EXERCISE MATERIALS:
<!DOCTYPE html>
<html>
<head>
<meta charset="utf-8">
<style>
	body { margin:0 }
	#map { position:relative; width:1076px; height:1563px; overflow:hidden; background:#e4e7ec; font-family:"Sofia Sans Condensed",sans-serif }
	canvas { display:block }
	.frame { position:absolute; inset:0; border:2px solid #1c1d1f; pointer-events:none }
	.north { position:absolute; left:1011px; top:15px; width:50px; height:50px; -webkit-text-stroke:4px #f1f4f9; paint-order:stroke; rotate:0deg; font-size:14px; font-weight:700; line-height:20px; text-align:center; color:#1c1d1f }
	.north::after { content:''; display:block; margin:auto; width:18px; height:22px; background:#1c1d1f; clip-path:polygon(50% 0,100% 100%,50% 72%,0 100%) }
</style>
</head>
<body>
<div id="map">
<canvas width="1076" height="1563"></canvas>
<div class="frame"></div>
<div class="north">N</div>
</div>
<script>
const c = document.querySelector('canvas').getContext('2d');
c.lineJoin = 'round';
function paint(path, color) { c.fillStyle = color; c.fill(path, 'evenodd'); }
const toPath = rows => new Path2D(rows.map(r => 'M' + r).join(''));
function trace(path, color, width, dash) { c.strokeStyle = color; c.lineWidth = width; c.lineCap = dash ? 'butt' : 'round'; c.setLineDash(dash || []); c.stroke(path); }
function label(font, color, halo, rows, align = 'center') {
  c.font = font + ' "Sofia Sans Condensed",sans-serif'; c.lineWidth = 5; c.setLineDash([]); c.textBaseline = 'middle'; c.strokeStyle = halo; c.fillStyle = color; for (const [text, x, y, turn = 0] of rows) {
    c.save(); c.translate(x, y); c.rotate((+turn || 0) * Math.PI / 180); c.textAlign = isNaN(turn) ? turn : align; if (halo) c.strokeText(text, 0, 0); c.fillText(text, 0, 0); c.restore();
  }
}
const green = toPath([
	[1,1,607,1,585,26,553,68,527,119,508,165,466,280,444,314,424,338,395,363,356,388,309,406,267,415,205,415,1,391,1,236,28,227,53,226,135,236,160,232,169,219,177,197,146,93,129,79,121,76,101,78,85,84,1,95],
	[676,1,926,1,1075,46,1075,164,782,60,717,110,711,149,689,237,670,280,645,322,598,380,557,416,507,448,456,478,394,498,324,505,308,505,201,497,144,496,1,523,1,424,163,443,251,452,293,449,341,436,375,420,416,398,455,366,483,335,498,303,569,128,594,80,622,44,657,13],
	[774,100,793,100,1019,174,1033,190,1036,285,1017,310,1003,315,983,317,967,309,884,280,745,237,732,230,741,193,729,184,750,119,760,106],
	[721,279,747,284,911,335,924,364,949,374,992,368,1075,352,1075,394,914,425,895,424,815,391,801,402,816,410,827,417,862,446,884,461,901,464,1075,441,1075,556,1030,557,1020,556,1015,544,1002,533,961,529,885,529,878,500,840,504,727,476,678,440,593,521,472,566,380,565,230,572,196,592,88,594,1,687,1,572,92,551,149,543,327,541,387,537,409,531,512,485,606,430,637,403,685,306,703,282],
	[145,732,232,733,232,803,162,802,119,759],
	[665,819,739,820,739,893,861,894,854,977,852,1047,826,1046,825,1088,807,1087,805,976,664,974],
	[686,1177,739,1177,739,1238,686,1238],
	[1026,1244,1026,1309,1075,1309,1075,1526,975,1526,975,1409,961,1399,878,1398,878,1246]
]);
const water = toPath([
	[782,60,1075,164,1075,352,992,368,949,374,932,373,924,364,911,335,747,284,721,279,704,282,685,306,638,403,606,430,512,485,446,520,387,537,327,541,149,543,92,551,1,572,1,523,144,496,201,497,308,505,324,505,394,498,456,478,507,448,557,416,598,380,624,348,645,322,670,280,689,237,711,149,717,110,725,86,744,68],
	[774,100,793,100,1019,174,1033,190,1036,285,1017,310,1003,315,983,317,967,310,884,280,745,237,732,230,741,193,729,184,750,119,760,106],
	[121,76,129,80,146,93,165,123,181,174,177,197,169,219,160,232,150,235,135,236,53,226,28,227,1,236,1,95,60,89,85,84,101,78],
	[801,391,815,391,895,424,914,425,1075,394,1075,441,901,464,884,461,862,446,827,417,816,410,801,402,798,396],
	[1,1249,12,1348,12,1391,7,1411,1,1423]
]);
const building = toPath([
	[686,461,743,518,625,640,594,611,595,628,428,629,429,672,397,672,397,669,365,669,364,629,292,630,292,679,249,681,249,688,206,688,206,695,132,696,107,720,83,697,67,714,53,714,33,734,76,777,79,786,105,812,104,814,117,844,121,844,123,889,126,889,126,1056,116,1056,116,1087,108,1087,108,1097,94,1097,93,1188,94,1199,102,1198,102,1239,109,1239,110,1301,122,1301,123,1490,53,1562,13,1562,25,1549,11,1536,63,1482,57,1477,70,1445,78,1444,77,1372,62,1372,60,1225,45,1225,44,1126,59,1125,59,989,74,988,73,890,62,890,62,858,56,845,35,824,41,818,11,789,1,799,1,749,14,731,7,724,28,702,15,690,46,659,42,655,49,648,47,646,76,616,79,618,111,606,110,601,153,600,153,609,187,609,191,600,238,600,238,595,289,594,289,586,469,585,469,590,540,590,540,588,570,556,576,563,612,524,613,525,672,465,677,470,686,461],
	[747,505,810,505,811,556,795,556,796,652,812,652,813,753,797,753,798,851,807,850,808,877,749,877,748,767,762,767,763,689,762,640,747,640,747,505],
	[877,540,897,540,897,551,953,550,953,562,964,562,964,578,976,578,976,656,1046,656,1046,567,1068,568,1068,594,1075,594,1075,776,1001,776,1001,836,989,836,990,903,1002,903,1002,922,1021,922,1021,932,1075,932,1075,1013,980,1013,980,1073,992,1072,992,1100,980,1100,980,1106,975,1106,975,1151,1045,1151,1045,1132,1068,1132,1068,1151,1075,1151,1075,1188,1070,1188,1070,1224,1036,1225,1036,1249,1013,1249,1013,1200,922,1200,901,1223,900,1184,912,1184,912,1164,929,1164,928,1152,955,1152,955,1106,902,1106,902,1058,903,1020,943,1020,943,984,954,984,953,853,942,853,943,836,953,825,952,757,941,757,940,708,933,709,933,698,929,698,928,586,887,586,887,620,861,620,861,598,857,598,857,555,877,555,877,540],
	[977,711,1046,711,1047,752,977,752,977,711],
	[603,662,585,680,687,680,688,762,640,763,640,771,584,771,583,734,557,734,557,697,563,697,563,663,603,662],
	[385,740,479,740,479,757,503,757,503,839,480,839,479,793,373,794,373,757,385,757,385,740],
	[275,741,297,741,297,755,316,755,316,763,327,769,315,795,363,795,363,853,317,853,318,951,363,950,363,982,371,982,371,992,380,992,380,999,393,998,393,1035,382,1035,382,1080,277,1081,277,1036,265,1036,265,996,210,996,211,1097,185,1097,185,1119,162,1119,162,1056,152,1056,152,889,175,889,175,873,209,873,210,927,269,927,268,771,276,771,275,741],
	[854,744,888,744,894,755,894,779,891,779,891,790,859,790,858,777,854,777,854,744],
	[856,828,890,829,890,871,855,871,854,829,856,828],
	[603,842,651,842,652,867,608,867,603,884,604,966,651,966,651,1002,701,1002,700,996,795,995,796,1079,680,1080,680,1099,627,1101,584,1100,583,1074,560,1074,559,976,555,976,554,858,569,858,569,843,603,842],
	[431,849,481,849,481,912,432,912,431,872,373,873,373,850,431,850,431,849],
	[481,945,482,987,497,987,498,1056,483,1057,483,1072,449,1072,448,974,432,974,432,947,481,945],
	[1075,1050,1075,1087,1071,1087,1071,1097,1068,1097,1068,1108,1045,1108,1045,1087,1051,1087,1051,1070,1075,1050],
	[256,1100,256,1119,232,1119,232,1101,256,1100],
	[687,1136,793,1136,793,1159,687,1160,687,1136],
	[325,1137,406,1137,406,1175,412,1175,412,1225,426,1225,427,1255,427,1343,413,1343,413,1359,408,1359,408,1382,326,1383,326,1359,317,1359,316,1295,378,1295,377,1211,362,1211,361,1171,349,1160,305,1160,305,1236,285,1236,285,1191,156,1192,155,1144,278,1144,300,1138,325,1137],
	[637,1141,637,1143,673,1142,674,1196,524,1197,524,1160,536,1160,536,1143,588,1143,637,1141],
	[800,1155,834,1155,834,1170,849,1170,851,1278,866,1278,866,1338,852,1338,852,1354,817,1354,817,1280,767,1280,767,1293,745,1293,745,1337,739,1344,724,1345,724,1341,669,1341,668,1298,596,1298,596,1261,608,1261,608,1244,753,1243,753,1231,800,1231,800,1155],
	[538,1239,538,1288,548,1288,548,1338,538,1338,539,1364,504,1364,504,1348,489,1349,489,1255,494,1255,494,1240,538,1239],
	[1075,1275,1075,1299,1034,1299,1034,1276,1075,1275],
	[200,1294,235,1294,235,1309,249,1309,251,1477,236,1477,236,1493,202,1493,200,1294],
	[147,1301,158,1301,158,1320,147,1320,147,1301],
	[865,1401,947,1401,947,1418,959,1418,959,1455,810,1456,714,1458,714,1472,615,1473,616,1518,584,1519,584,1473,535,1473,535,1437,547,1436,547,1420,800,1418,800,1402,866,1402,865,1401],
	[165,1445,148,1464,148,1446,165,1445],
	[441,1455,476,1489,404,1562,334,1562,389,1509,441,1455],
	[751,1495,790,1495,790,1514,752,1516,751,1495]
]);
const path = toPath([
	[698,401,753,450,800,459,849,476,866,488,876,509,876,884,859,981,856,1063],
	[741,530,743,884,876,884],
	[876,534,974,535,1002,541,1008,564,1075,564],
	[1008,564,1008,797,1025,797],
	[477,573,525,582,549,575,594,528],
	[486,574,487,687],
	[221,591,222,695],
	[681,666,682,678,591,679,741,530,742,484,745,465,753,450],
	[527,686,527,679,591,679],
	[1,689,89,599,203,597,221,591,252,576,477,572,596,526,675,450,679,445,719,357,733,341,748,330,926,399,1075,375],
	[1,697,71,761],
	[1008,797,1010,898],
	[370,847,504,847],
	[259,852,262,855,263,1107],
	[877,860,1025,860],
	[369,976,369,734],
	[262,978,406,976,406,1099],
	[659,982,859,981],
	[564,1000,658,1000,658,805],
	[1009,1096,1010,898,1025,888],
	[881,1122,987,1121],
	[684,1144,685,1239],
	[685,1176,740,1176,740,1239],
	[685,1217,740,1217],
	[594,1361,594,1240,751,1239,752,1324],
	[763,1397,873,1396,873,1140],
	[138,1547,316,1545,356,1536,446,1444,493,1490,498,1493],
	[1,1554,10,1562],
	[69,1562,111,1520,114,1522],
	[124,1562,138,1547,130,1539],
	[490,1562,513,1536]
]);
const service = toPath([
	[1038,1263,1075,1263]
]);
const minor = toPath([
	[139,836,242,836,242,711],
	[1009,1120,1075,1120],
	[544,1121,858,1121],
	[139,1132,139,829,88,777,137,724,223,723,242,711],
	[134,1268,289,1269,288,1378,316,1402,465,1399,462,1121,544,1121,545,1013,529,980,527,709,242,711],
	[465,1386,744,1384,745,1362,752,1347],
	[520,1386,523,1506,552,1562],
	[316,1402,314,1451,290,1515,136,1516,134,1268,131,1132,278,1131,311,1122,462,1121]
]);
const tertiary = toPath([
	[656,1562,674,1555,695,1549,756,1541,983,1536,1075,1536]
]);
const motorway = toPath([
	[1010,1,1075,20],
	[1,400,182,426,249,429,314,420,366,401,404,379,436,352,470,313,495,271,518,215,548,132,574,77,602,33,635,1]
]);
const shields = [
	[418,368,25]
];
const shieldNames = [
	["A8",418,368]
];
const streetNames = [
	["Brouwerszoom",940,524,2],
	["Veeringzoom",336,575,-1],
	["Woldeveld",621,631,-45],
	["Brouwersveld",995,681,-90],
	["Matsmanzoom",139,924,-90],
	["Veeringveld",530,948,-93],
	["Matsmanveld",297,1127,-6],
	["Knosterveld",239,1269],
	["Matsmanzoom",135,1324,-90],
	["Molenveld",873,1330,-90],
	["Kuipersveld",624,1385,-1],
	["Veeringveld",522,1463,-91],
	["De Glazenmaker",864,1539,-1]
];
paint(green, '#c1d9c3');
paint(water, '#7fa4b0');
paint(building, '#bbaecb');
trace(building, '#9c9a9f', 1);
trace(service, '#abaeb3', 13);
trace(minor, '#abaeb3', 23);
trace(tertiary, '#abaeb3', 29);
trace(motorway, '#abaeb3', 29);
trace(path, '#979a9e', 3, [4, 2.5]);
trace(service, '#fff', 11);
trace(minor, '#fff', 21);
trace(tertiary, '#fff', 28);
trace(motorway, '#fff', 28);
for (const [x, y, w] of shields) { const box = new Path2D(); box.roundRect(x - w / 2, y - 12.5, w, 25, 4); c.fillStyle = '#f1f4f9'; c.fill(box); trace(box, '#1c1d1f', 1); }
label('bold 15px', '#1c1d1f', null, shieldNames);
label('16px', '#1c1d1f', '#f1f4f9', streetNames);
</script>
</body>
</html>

DIRECTIONS:
From the data above, output only the lines between the line containing "const c = document.querySelector('canvas').getContext('2d');" and the line containing "function trace(path, color, width, dash)", inclusive, exactly as written.

OUTPUT OF THE TASK:
const c = document.querySelector('canvas').getContext('2d');
c.lineJoin = 'round';
function paint(path, color) { c.fillStyle = color; c.fill(path, 'evenodd'); }
const toPath = rows => new Path2D(rows.map(r => 'M' + r).join(''));
function trace(path, color, width, dash) { c.strokeStyle = color; c.lineWidth = width; c.lineCap = dash ? 'butt' : 'round'; c.setLineDash(dash || []); c.stroke(path); }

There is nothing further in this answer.